Tetrahedron published new progress about Enantioselective synthesis. 277306-29-3 belongs to class chiral-phosphine-ligands, and the molecular formula is C32H40FeP2, Electric Literature of 277306-29-3.

Feng, Yuting; Viereck, Peter; Li, Shi-Guang; Tsantrizos, Youla S. published the artcile< Rh(I)-catalyzed asymmetric transfer hydrogenation of α-enamidophosphonates to α-aminophosphonates>, Electric Literature of 277306-29-3, the main research area is rhodium catalyst stereoselective transfer hydrogenation enamidophosphonate mechanism; amino phosphonate preparation stereoselective library.

An asym. Rh-catalyzed transfer hydrogenation was developed for the conversion of α-enamidophosphonates to α-aminophosphonates (α-APs) using isopropanol as the hydride donor. This methodol. is amenable to a broad substrate scope.
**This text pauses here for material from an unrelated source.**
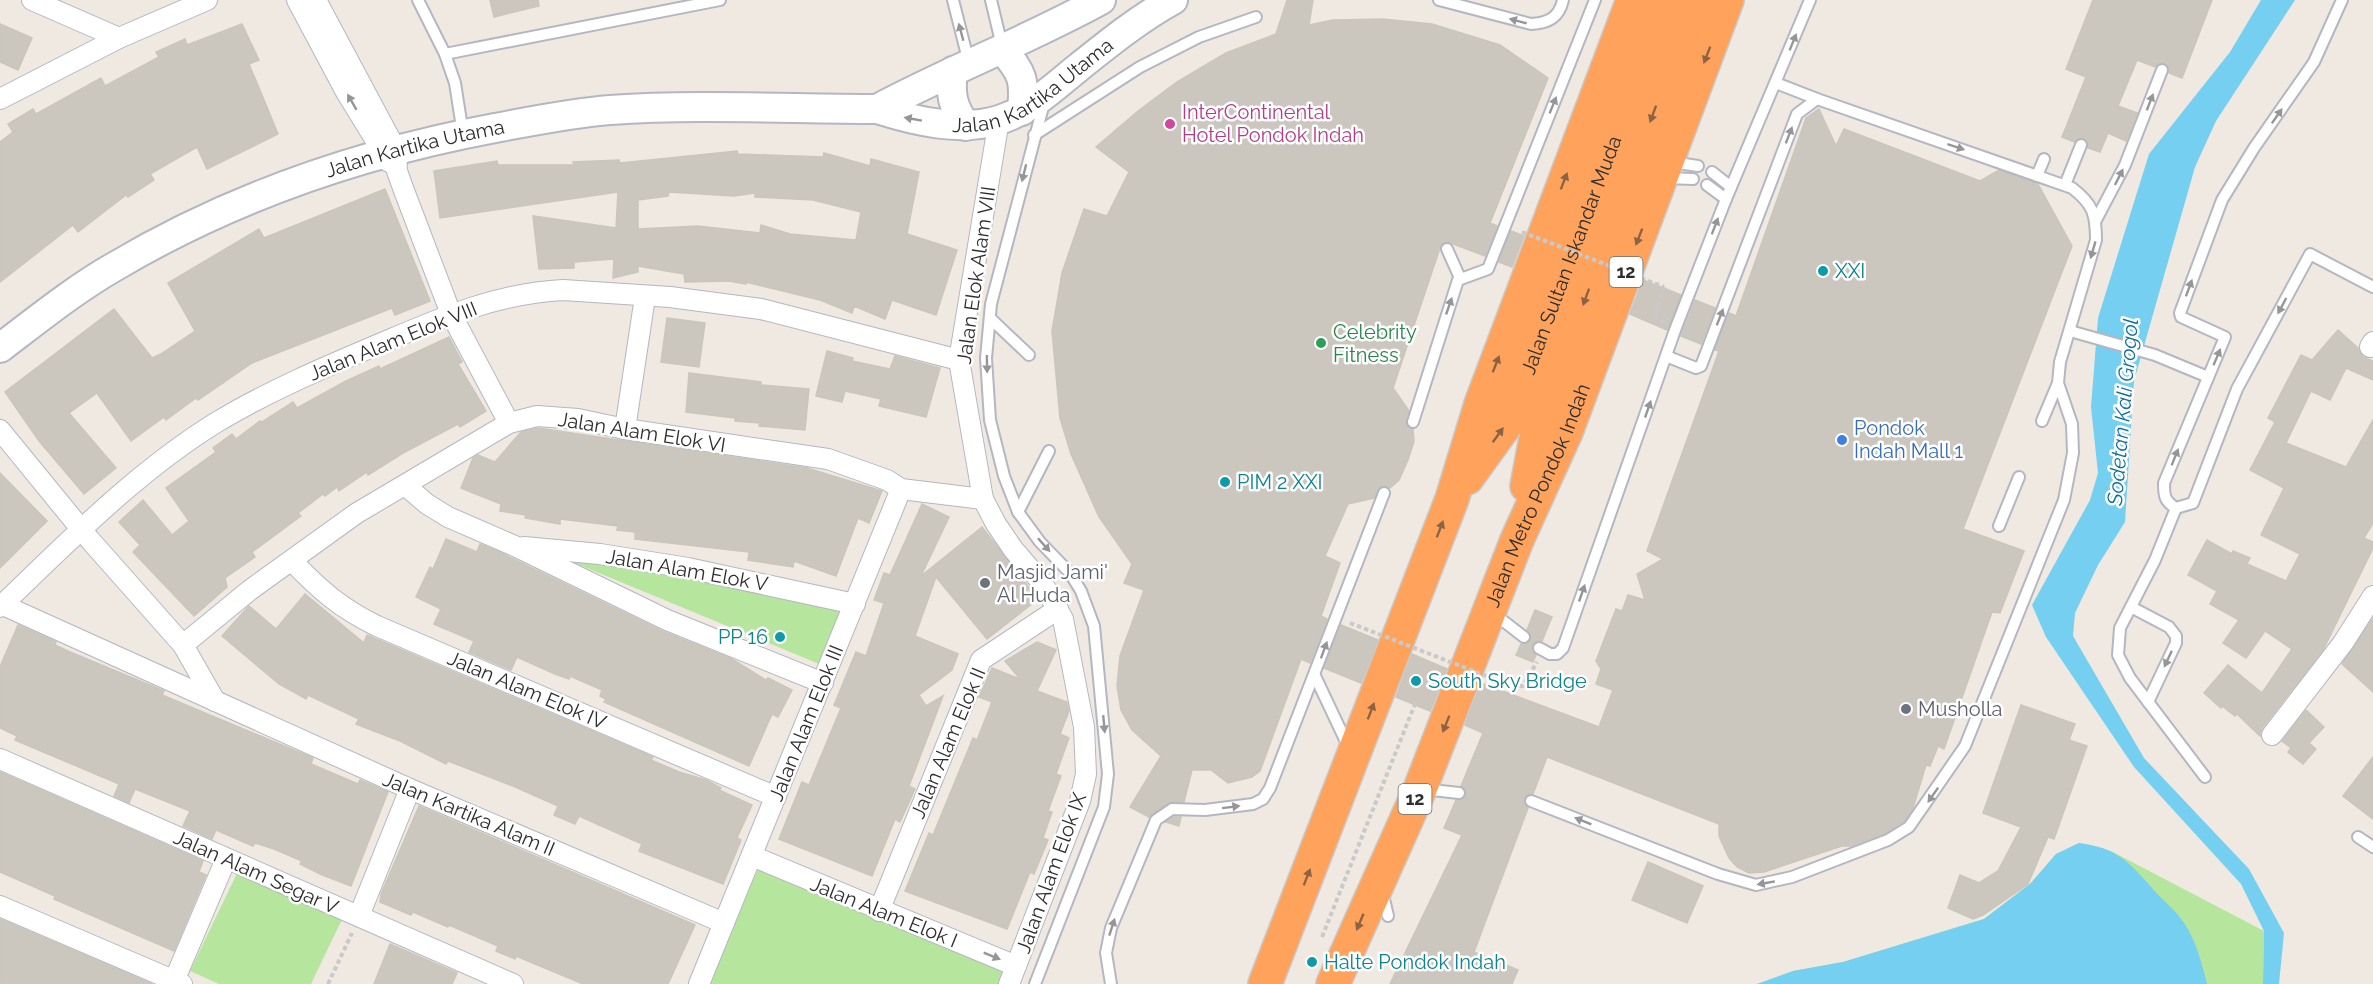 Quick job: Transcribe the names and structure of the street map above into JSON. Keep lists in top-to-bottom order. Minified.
{"streets":{"highway":["Jalan Sultan Iskandar Muda","12","Jalan Metro Pondok Indah"],"main road":["Jalan Kartika Utama"],"street":["Jalan Elok Alam VIII","Jalan Alam Elok VIII","Jalan Alam Elok VI","Jalan Alam Elok V","Jalan Alam Elok IV","Jalan Alam Elok III","Jalan Alam Elok II","Jalan Kartika Alam II","Jalan Alam Segar V","Jalan Alam Elok IX","Jalan Alam Elok I"]},"crossings":[["Jalan Kartika Utama","Jalan Elok Alam VIII"],["Jalan Sultan Iskandar Muda","Jalan Metro Pondok Indah"],["Jalan Elok Alam VIII","Jalan Alam Elok VIII"],["Jalan Elok Alam VIII","Jalan Alam Elok VI"],["Jalan Elok Alam VIII","Jalan Alam Elok IX"],["Jalan Alam Elok VIII","Jalan Kartika Alam II"],["Jalan Alam Elok VI","Jalan Alam Elok V"],["Jalan Alam Elok VI","Jalan Alam Elok IV"],["Jalan Alam Elok VI","Jalan Alam Elok III"],["Jalan Alam Elok VI","Jalan Alam Elok IX"],["Jalan Alam Elok V","Jalan Alam Elok III"],["Jalan Alam Elok IV","Jalan Alam Elok III"],["Jalan Alam Elok III","Jalan Kartika Alam II"],["Jalan Alam Elok III","Jalan Alam Elok I"],["Jalan Alam Elok II","Jalan Alam Elok IX"],["Jalan Alam Elok II","Jalan Alam Elok I"],["Jalan Alam Elok IX","Jalan Alam Elok I"]],"one_way":["Jalan Alam Elok I"],"water":["Sodetan Kali Grogol"],"places":["InterContinental Hotel Pondok Indah","XXI","Celebrity Fitness","Pondok Indah Mall 1","PIM 2 XXI","Masjid Jami' Al Huda","PP 16","South Sky Bridge","Musholla","Halte Pondok Indah"]}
A library of structurally diverse α-APs was synthesized in moderate to good yield and enantiomeric excess, having a methylene moiety at Cβ and aryl, heteroaryl or alkyl side chains.

Shibata, Takanori’s team published research in Organic Letters in 2006-03-30 | 139139-93-8

Organic Letters published new progress about [2+2] Cycloaddition reaction, stereoselective. 139139-93-8 belongs to class chiral-phosphine-ligands, and the molecular formula is C44H40P2, Quality Control of 139139-93-8.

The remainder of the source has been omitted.